As Japan emerges from deflation, banks get wake-up call on interest rate swing

By Makiko Yamazaki and Ritsuko Shimizu

TOKYO (Reuters) – After decades of deflation, Japan’s economy looks poised to finally turn a corner. For its biggest banks, however, there’s a hitch: a generation of professional front-line staff have little experience with rising interest rates.

Lenders in the world’s third-largest economy are now giving crash courses to younger staff to help clients navigate higher interest rates as many of these employees have no expertise in dealing with the vagaries of a traditional inflation environment.

The historic shift to an inflationary environment from decades of falling prices that stretch back to the 1990s presents something of a wake-up call for Japan’s major banks, senior bankers say in private, warning that lenders need to change the mindset of their staff or risk losing out on opportunities.

The last time Japan ended zero interest rates was in 2006, “so for most of our front-line bankers this is the first time to deal with clients amid rising rates,” Masahiro Minami, CEO of No. 4 lender Resona Holdings, told Reuters in an interview.

“We’ll need to carefully watch how our clients would change their behaviour at what speed, and we need to be prepared to respond to those changes,” he said.

Hopes that banks will benefit big from an end to deflation have sent the Tokyo banking index to its highest in 15 years this year.

The industry has long moaned quietly that the central bank’s massive stimulus crimped their earnings.
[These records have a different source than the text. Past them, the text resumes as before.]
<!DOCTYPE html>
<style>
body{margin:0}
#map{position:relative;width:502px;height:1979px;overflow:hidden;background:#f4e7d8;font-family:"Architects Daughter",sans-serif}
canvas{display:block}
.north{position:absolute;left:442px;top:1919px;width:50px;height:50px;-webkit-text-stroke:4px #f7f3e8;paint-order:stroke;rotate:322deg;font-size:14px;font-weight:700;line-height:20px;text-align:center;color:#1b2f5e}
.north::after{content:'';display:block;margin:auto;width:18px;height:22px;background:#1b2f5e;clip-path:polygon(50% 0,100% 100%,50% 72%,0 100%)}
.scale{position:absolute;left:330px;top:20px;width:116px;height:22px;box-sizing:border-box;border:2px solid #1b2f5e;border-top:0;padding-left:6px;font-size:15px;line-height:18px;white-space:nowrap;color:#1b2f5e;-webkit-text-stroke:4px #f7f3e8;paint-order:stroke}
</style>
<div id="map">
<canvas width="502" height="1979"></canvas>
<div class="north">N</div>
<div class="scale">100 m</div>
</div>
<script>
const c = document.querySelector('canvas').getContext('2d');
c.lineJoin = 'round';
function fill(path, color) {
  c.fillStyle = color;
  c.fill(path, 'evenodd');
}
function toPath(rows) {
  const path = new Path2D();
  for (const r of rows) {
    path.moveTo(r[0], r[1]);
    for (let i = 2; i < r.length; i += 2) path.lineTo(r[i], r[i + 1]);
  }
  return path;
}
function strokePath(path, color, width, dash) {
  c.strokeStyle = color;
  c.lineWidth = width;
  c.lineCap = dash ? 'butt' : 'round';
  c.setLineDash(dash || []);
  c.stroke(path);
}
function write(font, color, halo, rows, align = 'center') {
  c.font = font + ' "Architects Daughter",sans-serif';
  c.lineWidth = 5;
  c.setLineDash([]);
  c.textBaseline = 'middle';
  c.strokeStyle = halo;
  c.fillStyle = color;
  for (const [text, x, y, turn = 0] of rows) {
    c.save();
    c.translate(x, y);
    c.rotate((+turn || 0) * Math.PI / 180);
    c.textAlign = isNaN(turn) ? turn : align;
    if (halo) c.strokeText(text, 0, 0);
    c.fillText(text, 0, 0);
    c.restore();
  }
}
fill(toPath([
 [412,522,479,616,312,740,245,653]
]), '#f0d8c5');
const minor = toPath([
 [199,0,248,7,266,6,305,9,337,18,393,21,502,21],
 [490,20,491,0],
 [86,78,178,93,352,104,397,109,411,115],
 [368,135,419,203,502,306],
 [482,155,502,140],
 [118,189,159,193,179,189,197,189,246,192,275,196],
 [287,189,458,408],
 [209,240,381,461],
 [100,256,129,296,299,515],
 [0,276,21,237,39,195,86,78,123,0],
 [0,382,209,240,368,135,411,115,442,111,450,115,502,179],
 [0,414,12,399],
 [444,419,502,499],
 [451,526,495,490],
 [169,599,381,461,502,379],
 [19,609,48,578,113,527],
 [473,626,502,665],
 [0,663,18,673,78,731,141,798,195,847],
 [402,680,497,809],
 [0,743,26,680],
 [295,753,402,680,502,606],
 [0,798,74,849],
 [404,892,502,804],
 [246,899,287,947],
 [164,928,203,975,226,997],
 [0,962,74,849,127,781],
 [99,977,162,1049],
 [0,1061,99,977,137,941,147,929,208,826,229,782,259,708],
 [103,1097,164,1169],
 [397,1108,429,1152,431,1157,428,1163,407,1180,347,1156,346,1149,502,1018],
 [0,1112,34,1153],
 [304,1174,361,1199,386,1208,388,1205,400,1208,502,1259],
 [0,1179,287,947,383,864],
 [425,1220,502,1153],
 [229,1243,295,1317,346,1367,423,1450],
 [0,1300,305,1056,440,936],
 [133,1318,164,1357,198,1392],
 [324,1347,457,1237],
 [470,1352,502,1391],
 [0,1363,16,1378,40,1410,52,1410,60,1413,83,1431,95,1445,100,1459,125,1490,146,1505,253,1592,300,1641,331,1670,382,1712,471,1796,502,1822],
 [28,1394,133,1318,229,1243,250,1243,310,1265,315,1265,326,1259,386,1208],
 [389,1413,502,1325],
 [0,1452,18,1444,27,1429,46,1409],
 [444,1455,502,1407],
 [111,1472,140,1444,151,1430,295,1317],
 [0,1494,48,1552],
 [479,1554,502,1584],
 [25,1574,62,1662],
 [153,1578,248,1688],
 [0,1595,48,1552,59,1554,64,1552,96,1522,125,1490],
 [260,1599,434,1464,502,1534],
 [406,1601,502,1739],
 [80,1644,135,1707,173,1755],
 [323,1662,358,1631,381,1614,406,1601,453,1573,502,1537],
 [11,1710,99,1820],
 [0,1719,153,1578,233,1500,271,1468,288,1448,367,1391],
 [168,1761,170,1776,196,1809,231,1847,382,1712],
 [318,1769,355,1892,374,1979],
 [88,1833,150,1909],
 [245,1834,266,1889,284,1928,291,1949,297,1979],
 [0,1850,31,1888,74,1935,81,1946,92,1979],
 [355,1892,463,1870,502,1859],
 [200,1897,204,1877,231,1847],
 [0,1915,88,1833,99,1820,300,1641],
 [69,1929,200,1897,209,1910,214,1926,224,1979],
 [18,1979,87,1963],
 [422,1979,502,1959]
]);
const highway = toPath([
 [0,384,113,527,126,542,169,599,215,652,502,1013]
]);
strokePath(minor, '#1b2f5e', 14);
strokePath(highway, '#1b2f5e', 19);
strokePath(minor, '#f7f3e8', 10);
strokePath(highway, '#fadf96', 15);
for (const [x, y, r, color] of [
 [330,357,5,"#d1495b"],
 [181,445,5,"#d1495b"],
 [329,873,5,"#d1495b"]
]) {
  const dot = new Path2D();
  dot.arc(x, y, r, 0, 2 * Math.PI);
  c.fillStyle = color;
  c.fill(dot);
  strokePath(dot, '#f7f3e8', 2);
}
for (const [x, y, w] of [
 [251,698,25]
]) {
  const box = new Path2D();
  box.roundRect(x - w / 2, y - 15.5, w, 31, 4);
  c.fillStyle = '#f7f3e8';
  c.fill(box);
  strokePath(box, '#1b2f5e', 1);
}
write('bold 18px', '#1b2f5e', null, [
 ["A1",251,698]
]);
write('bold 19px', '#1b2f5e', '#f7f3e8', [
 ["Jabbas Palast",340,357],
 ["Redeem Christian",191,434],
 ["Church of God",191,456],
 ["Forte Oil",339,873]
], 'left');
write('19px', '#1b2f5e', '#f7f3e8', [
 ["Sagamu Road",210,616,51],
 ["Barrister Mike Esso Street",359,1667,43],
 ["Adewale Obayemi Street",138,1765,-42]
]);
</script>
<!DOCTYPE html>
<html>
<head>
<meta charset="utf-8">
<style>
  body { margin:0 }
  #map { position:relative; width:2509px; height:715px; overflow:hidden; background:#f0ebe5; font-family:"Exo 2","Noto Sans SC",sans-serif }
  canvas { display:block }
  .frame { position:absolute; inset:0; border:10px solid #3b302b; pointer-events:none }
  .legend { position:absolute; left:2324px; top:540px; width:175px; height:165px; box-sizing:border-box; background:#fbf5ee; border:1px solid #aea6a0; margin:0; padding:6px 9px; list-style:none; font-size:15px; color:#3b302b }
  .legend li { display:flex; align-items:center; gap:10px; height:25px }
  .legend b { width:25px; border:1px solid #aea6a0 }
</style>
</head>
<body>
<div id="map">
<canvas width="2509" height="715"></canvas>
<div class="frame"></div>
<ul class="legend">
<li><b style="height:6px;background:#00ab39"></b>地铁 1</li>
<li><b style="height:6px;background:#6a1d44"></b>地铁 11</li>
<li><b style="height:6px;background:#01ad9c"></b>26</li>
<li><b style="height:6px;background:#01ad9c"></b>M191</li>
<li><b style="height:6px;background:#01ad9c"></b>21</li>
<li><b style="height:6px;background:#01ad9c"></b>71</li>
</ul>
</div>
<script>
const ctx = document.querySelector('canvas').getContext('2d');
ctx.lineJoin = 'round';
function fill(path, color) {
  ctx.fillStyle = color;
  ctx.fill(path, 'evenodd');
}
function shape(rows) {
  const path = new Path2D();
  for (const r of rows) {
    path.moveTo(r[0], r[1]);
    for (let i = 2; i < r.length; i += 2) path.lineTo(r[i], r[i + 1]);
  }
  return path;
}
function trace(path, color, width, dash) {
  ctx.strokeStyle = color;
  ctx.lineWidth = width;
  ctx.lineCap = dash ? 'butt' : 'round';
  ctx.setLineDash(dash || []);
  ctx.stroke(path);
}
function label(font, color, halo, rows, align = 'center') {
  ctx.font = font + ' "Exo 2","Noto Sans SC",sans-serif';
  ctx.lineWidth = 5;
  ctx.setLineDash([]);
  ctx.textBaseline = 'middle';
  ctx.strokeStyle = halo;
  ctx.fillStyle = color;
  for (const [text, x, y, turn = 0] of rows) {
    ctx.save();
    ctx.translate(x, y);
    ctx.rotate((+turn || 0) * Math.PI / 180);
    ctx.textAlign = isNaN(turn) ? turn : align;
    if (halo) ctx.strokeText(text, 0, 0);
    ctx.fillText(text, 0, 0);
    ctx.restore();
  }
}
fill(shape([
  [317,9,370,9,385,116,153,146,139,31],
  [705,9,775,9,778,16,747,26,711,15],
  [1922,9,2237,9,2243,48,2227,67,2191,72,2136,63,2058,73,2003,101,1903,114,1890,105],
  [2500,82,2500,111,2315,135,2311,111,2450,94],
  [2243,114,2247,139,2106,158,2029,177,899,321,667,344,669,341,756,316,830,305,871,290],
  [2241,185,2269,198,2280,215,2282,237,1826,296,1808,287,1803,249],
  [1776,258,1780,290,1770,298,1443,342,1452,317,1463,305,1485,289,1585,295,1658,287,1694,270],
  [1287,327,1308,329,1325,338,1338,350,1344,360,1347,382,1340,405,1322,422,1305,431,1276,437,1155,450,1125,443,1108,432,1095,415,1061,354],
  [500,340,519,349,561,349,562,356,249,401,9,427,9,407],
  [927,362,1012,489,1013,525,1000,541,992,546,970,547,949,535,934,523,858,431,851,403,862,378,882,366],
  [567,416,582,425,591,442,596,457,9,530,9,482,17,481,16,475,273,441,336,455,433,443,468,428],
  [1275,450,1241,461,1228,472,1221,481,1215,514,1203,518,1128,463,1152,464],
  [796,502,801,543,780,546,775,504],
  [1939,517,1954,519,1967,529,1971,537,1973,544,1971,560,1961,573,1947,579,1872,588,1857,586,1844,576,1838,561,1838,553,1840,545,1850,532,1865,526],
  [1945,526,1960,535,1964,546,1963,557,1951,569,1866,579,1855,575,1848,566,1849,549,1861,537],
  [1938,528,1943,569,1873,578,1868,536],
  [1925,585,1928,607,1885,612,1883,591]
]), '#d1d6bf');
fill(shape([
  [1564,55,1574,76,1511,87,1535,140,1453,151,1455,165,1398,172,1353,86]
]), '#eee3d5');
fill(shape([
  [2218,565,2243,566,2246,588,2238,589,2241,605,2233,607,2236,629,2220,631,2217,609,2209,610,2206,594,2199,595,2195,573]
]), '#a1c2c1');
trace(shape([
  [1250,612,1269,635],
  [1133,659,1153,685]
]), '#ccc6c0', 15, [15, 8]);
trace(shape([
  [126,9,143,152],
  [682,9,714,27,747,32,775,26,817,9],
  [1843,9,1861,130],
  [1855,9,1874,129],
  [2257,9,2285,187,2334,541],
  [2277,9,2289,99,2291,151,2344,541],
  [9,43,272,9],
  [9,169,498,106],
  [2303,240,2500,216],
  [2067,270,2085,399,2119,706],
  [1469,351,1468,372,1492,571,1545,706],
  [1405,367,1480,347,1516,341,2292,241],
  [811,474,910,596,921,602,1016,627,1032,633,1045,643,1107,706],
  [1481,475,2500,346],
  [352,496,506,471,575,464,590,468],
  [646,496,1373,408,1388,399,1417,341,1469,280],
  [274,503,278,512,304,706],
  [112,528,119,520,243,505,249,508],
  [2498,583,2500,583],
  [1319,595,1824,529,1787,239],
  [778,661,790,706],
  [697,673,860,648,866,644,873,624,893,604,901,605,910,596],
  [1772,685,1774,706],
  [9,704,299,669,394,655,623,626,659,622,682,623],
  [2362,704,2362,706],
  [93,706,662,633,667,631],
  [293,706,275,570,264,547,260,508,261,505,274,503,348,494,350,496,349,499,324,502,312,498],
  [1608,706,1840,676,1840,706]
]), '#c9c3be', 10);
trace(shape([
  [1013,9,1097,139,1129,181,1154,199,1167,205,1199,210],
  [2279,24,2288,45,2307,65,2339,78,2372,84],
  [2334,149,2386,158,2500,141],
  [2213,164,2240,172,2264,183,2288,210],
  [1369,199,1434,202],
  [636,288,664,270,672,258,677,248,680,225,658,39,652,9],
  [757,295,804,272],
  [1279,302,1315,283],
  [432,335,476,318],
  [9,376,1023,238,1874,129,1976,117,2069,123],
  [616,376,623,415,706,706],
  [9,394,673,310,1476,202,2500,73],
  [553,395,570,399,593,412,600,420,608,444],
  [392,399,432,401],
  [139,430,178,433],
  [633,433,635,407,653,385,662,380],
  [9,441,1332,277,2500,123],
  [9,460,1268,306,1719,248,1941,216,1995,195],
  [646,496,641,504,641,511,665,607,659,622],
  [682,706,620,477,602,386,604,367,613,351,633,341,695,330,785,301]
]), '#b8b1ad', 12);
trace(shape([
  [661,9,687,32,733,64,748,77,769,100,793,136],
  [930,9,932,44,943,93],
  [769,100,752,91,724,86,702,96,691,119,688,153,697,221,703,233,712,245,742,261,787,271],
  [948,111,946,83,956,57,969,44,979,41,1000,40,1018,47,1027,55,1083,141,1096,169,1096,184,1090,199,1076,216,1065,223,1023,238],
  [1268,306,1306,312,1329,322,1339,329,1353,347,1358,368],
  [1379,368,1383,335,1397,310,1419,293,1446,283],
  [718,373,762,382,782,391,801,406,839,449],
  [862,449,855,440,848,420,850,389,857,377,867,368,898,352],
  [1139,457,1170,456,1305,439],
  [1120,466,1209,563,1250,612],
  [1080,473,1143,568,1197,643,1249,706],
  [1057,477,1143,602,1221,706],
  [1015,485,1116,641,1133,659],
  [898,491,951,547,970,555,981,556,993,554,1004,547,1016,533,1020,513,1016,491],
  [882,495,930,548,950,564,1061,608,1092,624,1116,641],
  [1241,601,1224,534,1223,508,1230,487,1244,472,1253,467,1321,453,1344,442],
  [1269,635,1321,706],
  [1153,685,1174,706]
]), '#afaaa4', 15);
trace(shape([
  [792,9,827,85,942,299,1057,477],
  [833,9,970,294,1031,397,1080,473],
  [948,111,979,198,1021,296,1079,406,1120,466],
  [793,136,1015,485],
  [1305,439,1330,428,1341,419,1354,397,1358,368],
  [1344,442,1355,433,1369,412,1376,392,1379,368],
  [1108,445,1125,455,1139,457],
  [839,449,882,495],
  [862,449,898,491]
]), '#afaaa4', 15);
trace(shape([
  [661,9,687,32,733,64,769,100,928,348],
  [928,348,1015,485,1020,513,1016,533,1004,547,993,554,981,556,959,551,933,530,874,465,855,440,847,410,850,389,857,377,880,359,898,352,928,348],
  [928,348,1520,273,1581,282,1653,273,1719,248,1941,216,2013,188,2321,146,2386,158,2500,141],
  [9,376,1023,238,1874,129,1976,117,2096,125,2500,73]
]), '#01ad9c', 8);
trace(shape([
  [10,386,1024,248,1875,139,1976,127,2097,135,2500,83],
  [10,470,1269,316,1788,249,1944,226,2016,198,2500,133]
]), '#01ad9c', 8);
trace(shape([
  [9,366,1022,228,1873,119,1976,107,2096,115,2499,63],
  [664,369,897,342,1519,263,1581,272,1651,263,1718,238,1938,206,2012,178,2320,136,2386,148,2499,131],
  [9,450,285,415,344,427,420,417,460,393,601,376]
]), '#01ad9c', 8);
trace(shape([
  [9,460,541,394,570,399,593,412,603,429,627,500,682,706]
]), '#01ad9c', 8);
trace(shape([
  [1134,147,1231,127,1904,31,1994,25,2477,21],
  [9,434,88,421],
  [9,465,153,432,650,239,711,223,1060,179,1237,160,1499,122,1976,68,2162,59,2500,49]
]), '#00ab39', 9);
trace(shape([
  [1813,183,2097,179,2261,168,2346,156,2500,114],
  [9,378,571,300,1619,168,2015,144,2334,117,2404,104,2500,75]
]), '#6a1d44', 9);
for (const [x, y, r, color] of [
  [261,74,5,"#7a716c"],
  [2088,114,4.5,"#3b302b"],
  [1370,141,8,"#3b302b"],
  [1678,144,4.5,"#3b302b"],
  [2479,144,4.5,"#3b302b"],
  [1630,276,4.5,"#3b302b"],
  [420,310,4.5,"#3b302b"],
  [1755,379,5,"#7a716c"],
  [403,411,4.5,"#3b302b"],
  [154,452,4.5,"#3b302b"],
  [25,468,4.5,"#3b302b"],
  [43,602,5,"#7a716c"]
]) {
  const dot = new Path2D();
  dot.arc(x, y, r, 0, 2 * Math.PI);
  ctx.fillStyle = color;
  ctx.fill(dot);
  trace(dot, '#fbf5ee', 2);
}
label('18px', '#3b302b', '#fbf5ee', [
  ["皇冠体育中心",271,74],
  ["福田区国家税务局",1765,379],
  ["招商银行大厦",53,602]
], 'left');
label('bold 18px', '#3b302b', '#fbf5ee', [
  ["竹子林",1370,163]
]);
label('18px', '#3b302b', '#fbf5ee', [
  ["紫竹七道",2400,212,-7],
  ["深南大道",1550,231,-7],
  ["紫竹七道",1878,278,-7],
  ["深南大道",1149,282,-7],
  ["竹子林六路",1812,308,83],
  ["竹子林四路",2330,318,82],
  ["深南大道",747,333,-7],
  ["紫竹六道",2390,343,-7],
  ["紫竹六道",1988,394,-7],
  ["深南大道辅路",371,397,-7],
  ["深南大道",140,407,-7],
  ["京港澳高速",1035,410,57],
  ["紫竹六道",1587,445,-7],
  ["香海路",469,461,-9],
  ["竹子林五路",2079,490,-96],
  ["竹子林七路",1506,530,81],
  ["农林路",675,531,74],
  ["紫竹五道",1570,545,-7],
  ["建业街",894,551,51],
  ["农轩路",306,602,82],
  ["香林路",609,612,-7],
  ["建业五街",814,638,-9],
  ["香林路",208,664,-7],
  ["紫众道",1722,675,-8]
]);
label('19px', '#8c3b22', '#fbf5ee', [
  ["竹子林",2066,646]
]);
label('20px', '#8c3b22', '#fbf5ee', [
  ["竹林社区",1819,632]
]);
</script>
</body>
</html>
Shackled by zero rates at home for years, big banks have expanded overseas lending and investment in complex financial products in their hunt for yields.

While it remains to be seen whether banks will be ready to capitalise on higher rates, they’ve been preparing for them by tapping the expertise of veteran money market specialists like Izuru Kato.

Kato, who heads the think-tank arm of major money market brokerage Tokyo Tanshi, has been called upon frequently by various banks, sometimes multiple times a week, to talk how short-term money market was before the Bank of Japan’s monetary easing steps and how it would be when these steps are removed.

    “Requests from banks for such meetings or seminars started to come about a year ago, but the number has surged since October,” when the BOJ further loosened its grip on long-term interest rates, he said.


MUFG Bank, Mitsubishi UFJ Financial Group’s core banking unit, has held more than 70 study sessions for front-line bankers this year on how to support clients when interest rates swing.

The top Japanese lender also set up a sales support team in April for yen interest rate derivatives, a product likely to see an upswing in demand in an inflationary environment.

In June, it started an internal messaging channel to deliver yen interest rate-related sales and market information to about 1,200 bankers subscribing to it. It also plans to offer crash courses to new graduates starting their career in April.

Similarly, Resona in recent months held online seminars for hundreds of managers, mainly branch chiefs, to help them brush up how higher interest would impact balance sheets of their clients and their own, with the idea that they would then go back to their branches and pass on the information.

Among investment banks, Daiwa Securities created a new department within its trading division in April. The 38 members, which include credit dealers and data scientists, work to improve coordination between retail and wholesale divisions, as higher rates are expected to fuel trading activities.

“Japan is at a turning point for the first time in 30 years,” Satoru Yamamoto, the head of the new department told Reuters. “As the yen interest rate environment normalises, it would be natural for us as a Japanese brokerage house to shift focus to our main home-country products – Japanese stocks and bonds.”

Atsushi Kikuchi, an executive at Mizuho Financial Group’s trust banking arm, said he already sees his pension fund clients adjusting their investment portfolios, coming back to long overlooked yen-denominated bonds from once popular currency-hedged foreign bonds.

The banks declined to say how much they were spending.

“I’m feeling pretty excited because the healthy rate environment creates various opportunities for us,” said one Mizuho banker in his 30s.

Still, if higher rates are new to most bankers, so they are for their clients, who have for years enjoyed rock bottom rates in Japan.

Tokyo Tanshi’s Kato, the money market veteran, said Japan’s overbanking problem, with excess banking capacity, could make it difficult for banks in highly competitive regions to reflect changes in policy rates on their lending rates.

    “Almost no front-line bankers have experienced short-term rates above 0.5% as Japan last saw such rates in the 1990s,” he said. “I think there are a lot of scepticism among front-line bankers over whether they can really increase their lending rates.”